PROBLEM DESCRIPTION | Among the records, find the lines that hold the string "which" and return them.

SOURCE DATA |
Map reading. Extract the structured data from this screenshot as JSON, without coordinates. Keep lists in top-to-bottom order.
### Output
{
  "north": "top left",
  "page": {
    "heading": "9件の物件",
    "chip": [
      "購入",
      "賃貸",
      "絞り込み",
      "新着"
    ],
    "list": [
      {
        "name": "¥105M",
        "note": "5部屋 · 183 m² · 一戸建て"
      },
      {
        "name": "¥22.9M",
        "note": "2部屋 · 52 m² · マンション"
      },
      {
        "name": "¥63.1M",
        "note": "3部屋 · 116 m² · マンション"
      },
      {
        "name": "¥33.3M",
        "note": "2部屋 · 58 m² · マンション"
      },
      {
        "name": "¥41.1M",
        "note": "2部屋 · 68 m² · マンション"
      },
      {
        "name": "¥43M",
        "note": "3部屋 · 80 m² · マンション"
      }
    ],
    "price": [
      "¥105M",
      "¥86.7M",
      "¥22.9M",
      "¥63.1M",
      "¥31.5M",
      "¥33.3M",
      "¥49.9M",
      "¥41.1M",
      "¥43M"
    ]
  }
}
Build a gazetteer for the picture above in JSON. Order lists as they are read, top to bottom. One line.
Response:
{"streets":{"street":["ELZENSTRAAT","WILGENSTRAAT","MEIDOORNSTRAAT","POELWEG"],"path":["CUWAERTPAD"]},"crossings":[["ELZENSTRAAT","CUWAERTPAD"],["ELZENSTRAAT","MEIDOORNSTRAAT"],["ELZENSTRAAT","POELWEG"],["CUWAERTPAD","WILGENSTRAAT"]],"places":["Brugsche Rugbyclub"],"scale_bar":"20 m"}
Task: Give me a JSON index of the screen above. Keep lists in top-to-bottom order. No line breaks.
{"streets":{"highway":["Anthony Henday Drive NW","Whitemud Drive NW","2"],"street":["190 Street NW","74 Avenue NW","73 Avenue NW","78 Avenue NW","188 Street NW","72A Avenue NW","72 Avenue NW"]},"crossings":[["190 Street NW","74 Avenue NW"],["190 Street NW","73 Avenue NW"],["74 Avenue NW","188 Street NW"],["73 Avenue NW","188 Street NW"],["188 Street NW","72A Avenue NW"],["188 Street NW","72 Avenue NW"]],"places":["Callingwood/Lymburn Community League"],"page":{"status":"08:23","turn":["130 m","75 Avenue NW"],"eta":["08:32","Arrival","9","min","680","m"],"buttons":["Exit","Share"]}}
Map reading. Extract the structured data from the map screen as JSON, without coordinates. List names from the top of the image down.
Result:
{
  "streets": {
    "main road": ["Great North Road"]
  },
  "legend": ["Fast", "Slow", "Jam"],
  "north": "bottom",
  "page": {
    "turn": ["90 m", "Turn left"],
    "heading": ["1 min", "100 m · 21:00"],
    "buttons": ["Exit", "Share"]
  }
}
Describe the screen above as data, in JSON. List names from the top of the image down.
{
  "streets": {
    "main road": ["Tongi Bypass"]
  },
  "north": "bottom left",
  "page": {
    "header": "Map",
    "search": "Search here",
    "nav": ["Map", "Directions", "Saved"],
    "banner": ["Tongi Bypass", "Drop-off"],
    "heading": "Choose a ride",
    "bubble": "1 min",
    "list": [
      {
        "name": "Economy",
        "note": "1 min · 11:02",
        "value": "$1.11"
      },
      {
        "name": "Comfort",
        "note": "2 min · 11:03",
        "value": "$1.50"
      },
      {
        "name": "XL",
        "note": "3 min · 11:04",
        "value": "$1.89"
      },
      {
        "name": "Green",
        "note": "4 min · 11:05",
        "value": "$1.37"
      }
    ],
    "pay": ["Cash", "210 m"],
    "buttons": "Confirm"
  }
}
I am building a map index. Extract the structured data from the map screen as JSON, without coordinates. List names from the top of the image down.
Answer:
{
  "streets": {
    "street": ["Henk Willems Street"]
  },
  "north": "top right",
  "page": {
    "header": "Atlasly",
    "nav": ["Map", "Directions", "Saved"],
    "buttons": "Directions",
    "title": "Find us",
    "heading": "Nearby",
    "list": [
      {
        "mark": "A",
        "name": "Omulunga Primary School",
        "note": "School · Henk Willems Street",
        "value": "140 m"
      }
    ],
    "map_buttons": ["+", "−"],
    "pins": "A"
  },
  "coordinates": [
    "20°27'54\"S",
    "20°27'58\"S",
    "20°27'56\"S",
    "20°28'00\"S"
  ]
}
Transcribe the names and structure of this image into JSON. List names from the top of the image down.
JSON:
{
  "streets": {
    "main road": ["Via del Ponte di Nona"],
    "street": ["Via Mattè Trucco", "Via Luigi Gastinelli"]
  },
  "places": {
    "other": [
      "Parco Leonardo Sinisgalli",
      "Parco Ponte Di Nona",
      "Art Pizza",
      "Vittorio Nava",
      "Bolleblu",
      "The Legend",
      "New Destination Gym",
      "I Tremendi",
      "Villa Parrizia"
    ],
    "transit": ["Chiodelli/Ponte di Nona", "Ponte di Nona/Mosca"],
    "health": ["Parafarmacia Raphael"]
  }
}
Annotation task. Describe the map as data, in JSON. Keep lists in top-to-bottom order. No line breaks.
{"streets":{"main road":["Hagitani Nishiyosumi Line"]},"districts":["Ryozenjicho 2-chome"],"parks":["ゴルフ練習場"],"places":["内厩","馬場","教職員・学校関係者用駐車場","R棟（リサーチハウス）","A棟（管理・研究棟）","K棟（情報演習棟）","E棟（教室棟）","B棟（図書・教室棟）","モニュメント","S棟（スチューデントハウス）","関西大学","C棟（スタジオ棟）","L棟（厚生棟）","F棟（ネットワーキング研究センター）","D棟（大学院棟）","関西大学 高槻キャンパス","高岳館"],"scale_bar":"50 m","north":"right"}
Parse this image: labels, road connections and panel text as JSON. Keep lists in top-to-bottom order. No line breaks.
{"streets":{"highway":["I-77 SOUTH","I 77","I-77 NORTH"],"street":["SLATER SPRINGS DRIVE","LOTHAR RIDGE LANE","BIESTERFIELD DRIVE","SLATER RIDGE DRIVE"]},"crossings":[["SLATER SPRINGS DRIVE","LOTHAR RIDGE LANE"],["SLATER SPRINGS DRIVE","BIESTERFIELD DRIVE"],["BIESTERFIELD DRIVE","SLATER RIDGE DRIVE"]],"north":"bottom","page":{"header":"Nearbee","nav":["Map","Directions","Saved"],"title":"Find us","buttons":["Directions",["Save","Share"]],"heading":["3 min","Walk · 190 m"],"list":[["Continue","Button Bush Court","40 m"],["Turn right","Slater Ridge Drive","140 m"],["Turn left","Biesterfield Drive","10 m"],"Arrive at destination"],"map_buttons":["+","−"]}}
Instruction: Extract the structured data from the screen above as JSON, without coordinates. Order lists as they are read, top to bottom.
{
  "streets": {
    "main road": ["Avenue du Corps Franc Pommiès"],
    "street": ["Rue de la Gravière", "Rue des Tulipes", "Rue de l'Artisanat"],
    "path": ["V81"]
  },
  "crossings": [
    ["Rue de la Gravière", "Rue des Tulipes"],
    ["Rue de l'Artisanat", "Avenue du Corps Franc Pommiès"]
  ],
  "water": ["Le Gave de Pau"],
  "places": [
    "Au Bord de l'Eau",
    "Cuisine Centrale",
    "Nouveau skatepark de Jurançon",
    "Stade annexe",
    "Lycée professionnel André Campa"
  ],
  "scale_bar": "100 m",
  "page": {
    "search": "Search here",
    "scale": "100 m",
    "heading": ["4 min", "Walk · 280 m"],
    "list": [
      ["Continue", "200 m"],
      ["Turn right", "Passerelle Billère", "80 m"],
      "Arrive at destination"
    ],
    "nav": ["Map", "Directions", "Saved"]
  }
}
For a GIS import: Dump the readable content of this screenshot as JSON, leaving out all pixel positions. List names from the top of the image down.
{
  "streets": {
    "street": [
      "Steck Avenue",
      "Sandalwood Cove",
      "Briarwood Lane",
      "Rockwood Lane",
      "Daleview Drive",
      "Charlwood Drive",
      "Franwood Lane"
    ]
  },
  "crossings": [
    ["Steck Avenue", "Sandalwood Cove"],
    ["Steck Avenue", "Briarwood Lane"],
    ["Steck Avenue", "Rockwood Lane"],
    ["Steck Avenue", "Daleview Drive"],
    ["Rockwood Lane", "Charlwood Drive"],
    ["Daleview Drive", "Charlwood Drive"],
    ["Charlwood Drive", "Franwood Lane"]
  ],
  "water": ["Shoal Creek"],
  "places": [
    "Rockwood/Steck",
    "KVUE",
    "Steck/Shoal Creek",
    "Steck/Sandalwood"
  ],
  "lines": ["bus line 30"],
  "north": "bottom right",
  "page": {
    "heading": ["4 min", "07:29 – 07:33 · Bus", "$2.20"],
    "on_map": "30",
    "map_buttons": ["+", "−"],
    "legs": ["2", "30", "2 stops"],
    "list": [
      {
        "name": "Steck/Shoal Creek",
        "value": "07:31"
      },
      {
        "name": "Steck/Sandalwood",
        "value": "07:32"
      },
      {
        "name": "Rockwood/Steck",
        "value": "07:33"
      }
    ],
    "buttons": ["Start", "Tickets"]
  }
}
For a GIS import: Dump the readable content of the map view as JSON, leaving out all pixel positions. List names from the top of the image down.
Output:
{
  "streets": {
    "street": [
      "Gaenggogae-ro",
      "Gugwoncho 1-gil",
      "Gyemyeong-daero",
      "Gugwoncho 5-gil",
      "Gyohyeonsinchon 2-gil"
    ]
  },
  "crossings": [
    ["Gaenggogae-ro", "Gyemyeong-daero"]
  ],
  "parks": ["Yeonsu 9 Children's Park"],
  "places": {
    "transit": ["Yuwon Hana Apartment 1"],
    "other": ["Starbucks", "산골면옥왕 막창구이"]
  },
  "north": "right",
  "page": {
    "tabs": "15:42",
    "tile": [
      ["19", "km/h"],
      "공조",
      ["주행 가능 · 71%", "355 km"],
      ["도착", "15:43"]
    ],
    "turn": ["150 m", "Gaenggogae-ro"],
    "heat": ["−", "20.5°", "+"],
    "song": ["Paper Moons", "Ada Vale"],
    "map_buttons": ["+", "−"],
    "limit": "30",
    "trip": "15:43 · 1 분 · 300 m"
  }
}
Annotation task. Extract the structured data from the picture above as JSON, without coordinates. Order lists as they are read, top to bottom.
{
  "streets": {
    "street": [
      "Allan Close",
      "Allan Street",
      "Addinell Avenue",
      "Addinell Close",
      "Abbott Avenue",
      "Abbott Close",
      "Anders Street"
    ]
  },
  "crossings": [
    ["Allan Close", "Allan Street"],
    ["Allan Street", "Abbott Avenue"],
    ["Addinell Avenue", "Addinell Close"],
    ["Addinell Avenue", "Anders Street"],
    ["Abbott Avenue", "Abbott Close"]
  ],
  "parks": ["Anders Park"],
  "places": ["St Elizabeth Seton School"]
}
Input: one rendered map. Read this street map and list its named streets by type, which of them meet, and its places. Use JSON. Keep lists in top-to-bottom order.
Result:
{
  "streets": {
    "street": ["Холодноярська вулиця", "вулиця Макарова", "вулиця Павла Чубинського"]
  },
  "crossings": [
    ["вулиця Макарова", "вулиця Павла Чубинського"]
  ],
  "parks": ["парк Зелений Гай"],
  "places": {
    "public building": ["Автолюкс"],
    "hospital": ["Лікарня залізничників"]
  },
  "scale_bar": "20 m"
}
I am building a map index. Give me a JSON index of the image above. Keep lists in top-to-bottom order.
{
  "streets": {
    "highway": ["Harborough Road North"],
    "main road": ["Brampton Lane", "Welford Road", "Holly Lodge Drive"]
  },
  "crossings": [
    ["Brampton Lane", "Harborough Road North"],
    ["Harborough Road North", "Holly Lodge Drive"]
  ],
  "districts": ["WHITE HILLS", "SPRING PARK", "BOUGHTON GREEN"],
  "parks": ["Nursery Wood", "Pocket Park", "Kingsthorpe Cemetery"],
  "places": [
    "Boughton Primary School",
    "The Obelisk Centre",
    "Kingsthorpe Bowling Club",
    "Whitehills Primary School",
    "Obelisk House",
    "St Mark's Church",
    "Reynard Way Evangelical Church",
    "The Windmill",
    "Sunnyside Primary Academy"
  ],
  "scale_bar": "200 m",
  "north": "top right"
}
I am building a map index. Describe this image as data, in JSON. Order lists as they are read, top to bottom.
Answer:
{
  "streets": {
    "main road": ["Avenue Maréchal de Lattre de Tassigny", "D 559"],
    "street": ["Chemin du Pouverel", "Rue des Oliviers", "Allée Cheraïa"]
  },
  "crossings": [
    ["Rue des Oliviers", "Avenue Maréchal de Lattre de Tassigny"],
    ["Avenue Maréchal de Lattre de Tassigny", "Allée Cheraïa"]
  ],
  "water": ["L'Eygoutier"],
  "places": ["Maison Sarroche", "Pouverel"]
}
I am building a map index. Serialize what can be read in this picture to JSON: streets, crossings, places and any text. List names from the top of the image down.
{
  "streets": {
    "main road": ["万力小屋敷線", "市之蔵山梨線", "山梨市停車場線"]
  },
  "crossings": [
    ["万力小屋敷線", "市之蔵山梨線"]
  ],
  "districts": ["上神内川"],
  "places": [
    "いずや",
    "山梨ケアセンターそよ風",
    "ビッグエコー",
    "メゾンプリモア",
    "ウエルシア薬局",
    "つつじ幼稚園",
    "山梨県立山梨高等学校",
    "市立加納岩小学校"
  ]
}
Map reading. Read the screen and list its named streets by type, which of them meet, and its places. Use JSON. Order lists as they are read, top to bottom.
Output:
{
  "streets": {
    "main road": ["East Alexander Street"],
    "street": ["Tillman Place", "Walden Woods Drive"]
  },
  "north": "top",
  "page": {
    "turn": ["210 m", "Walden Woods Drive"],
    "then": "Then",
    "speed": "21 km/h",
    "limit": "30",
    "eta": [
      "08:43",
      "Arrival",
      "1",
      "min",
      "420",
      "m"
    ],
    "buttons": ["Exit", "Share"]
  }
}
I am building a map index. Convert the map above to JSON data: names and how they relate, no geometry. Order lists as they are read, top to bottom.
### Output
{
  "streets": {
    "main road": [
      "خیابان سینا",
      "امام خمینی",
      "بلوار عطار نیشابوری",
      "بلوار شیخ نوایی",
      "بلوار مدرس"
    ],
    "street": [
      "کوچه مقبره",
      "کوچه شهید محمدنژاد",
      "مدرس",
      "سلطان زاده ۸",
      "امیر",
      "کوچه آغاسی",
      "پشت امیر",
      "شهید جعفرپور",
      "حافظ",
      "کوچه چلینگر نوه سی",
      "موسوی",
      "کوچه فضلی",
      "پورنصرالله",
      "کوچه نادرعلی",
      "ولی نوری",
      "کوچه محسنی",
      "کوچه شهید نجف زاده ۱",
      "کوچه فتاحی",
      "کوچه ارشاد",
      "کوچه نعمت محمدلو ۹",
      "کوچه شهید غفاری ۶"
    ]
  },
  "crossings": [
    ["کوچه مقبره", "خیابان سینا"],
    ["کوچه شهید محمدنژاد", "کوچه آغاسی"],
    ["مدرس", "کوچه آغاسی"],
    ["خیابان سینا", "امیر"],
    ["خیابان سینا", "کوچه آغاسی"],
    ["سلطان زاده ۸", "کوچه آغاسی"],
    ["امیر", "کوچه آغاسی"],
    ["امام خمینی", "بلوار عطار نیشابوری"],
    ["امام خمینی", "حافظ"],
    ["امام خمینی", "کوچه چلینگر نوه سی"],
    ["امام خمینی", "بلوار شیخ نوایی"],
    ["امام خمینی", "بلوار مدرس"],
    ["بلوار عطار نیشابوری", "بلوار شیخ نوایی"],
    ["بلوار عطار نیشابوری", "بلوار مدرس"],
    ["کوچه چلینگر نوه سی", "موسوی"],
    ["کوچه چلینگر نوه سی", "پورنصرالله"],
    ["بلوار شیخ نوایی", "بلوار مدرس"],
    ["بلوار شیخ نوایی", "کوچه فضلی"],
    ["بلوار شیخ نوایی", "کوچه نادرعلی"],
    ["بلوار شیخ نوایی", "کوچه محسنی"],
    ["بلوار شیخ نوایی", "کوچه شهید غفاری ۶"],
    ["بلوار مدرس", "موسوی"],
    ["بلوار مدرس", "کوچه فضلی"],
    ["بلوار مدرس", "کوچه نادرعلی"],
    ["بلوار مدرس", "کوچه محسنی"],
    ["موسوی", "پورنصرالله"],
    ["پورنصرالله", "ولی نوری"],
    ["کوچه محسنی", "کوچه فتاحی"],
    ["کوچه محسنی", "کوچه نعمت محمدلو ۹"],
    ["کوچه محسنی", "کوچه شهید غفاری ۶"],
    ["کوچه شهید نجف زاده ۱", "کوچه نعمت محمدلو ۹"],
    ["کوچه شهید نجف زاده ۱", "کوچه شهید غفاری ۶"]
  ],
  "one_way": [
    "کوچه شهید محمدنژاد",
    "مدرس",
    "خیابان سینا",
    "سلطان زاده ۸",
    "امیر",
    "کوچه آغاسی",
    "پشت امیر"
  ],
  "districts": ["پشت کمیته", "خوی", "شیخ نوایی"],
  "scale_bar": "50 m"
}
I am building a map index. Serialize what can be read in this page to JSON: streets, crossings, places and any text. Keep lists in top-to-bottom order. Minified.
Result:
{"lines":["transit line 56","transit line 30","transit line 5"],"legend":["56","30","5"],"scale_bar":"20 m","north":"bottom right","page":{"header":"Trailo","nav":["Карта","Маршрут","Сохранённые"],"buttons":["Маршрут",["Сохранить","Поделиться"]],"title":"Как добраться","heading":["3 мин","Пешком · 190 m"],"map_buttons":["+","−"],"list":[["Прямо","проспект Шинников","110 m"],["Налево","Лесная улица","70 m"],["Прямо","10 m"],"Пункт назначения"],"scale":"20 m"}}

RESULT OF THE TASK |
Input: one rendered map. Read this street map and list its named streets by type, which of them meet, and its places. Use JSON. Keep lists in top-to-bottom order.
Map reading. Read the screen and list its named streets by type, which of them meet, and its places. Use JSON. Order lists as they are read, top to bottom.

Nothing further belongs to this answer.